Common Ground opened The Andrews (the building bordering the far side of the crosswalk) in July 2009 to provide people who had been living on the street with short-stay accommodations while they received longer-term employment and housing guidance. (Alan Shindler)
Sleeping cubicles at The Andrews are safe, clean, private, anonymous, and affordable for people with very little income.
(Alan Shindler)

Rural programs, too

JMF job opportunities grantees worked in rural settings as well. Among them was Vermont Works for Women, whose trade-skills education and training in after-school programs, prisons, and other venues put thousands of women and girls onto the path of economic independence. Another, ReCycle North (later named ReSOURCE), helped Vermont at-risk youth and low-income adults acquire job skills through the repair and resale of household items that otherwise would be discarded.

Tiffany Bluemle, executive director of Vermont Works for Women from 2003 to 2015, wrote in 2021 that the fruits of her organization’s collaboration with JMF went well beyond grant support. Particularly useful, she wrote, was the encouragement, flexibility, and commitment provided for years by JMF board chair Frank Hatch and Rowan Murphy, the Fund’s job opportunities grantmaking consultant. 

“It’s no exaggeration to say that The John Merck Fund played a pivotal role in expanding the scope and impact of our work with women and girls in Vermont at a time when similar organizations across the country were forced to close their doors,” wrote Bluemle, who won election to the Vermont State House of Representatives in 2020. “Its financial support was important, certainly. But the Fund’s greatest contributions to Vermont Works for Women were perhaps less tangible. It offered us thought partners in Frank Hatch and Rowan Murphy, who were interested not only in what we had done, but in what we had learned. They challenged us to think expansively and to name what we needed to get there. Because the Fund invested in our work, state agencies were persuaded to follow suit. It gave us street cred—and confidence.” 

Funding for microenterprises resumed after the program review, but no longer in the form of grants and loans to help these businesses build their financial resources.
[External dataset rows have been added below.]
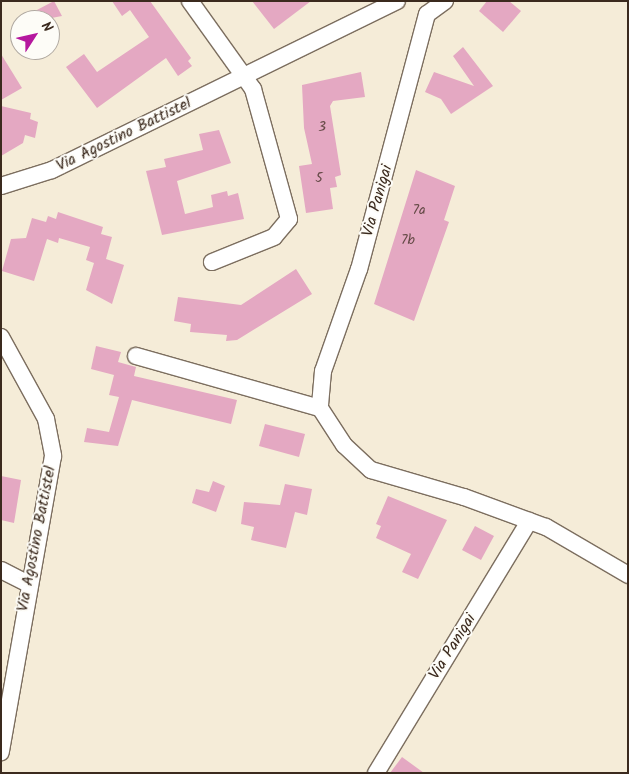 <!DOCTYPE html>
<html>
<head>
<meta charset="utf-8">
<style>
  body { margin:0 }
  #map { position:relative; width:629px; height:774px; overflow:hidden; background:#f5ecd8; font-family:Kalam,sans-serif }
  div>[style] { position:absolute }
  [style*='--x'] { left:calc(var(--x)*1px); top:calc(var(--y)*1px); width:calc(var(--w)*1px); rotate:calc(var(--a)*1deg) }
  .building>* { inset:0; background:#e4a8c2 }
  .roads { filter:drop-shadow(1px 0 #7c6e5f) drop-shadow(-1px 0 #7c6e5f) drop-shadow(0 1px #7c6e5f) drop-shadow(0 -1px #7c6e5f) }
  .minor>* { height:16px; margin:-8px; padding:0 8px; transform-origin:8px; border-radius:8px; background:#fff }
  span { translate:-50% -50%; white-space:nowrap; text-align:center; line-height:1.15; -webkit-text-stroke:4px #fdfcf7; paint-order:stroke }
  .number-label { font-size:14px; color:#654a47 }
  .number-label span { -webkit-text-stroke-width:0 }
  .street-label { font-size:16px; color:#3b2a1e }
  .frame { position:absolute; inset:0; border:2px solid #3b2a1e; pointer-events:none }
  .north { position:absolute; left:10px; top:10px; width:50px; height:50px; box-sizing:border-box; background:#fdfcf7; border:1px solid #afa8a0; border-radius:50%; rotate:55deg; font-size:14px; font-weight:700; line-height:20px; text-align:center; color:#3b2a1e }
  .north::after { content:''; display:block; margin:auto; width:18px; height:22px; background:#b5179e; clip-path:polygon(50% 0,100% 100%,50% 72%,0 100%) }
</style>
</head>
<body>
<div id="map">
  <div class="building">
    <div style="clip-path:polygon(54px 1px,62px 16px,41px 20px,35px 11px)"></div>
    <div style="clip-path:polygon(112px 1px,150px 1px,191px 58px,188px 61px,192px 66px,178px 76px,166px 58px,97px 108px,66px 67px,84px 54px,97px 72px,149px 37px,130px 10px,122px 16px)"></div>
    <div style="clip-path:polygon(252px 1px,311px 1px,274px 29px)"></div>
    <div style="clip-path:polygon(487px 1px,509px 1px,521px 11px,503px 32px,479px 11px)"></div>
    <div style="clip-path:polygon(463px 47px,493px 86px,451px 114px,441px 99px,425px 92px,434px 72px,474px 86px,453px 56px)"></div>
    <div style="clip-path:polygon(1px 54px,22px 88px,1px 100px)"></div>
    <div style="clip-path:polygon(361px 72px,365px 97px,333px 101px,330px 106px,341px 175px,335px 177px,337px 187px,330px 188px,333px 209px,306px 213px,299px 166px,312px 164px,304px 128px,302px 85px)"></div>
    <div style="clip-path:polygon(1px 106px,31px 113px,30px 119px,38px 122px,35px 138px,25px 135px,23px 143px,1px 156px)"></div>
    <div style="clip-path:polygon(219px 130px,231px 163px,177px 181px,185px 214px,213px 207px,211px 195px,227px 191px,228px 196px,238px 193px,244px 219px,162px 235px,146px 171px,166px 167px,164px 159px,203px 150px,199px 134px)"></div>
    <div style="clip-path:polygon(416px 170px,455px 186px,444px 220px,449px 222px,414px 321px,374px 304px)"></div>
    <div style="clip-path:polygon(58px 212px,103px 227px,101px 234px,112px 237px,106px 259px,124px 265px,112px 304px,86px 290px,94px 263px,86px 260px,90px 247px,59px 238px,58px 243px,47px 239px,34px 281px,2px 271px,11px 239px,26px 238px,32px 218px,46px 222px,48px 216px,56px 219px)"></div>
    <div style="clip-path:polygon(296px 269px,312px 294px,237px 340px,226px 341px,227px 335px,190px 332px,191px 324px,174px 321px,178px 297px,241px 305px)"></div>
    <div style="clip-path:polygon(96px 346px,121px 352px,118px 362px,136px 367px,134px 376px,237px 400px,231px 424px,132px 400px,118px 446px,84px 442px,87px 428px,109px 432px,119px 397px,109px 395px,114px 375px,91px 369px)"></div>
    <div style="clip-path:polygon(265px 424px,305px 434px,299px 457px,259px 446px)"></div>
    <div style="clip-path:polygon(1px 476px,21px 480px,14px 523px,1px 520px)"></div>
    <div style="clip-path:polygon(213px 481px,225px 486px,216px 512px,192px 503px,196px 489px,209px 492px)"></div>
    <div style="clip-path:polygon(285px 484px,312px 489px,307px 515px,295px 512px,286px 548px,251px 540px,254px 527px,241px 524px,244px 502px,280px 505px)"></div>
    <div style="clip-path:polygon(388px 496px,447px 520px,418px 579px,402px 572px,411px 554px,376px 538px,381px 526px,376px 524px)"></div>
    <div style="clip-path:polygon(475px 526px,494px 536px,481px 560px,462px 550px)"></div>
    <div style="clip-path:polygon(402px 757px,424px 773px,390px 773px)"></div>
  </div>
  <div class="roads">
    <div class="minor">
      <div style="--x:190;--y:1;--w:108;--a:54.4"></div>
      <div style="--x:253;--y:89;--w:135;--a:74.5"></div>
      <div style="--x:289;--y:219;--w:23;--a:130"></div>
      <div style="--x:274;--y:237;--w:67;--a:158"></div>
      <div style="--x:445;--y:1;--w:22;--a:144"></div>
      <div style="--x:427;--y:14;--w:264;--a:104.9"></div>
      <div style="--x:359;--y:269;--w:108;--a:109.4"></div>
      <div style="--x:323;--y:371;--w:37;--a:95"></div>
      <div style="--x:320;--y:408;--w:44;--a:57"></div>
      <div style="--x:344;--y:445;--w:37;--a:43"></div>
      <div style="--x:371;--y:470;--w:97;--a:16.2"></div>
      <div style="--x:464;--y:497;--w:87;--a:20.1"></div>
      <div style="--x:546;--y:527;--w:95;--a:30.3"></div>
      <div style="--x:1;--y:186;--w:53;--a:-17.4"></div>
      <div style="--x:52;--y:170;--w:384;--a:-26.1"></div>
      <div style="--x:1;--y:337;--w:94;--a:61.2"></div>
      <div style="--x:46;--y:419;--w:38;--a:79"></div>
      <div style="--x:53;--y:456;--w:301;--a:100"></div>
      <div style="--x:136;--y:356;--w:191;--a:15.8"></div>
      <div style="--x:1;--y:570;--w:29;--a:27"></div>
      <div style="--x:376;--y:773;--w:295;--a:-58.7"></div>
    </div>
  </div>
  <div class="number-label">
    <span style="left:322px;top:127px">3</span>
    <span style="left:319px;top:178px">5</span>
    <span style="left:419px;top:210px">7a</span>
    <span style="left:408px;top:240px">7b</span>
  </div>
  <div class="street-label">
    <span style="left:124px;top:135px;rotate:-26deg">Via Agostino Battistel</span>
    <span style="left:378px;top:201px;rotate:-74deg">Via Panigai</span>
    <span style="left:37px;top:539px;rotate:-79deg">Via Agostino Battistel</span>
    <span style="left:453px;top:647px;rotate:-58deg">Via Panigai</span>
  </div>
  <div class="frame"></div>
  <div class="north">N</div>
</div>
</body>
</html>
Instead, we devoted our support in this area solely to organizations providing technical assistance to microentrepreneurs. Among these grantees was the Center for Women & Enterprise, which brought peer counseling, mentoring, and other assistance to bear across New England—largely on behalf of low-income women entrepreneurs, and especially those who were minorities and single mothers.

The revised program guidelines also allowed for support of a limited number of field-building initiatives to train workforce-development providers, improve service models, share best practices, and engage in advocacy and policy development. Grantees supported in this work included the New York City Employment and Training Coalition, Boston’s SkillWorks, and the National Skills Coalition’s work with New England providers.

Participants in the ReSOURCE YouthBuild Weatherization Program

The job opportunities program was eliminated along with two other programs in 2009 as the foundation began concentrating its resources on four core programs that eventually became the focus of our 10-year spendout. Though questions about how to optimize grantmaking strategy and impact had persisted throughout the program’s lifespan, our job opportunities support for more than 100 training organizations, microenterprise support centers, and workforce intermediaries created employment and entrepreneurial possibilities for thousands of people.

More broadly, our exceptional grantees created new programming that practitioners in other communities adopted and cloned around the region. 

“The John Merck Fund was an early supporter of Year Up and our efforts to connect deserving young adults to meaningful careers,” said Gerald Chertavian, CEO of Year Up. “[JMF’s] continued support enabled Year Up to scale and broaden our impact, and we’ve since served over 36,000 young people while working with some of the nation’s largest employers to redefine where talent comes from and to transform hiring practices.”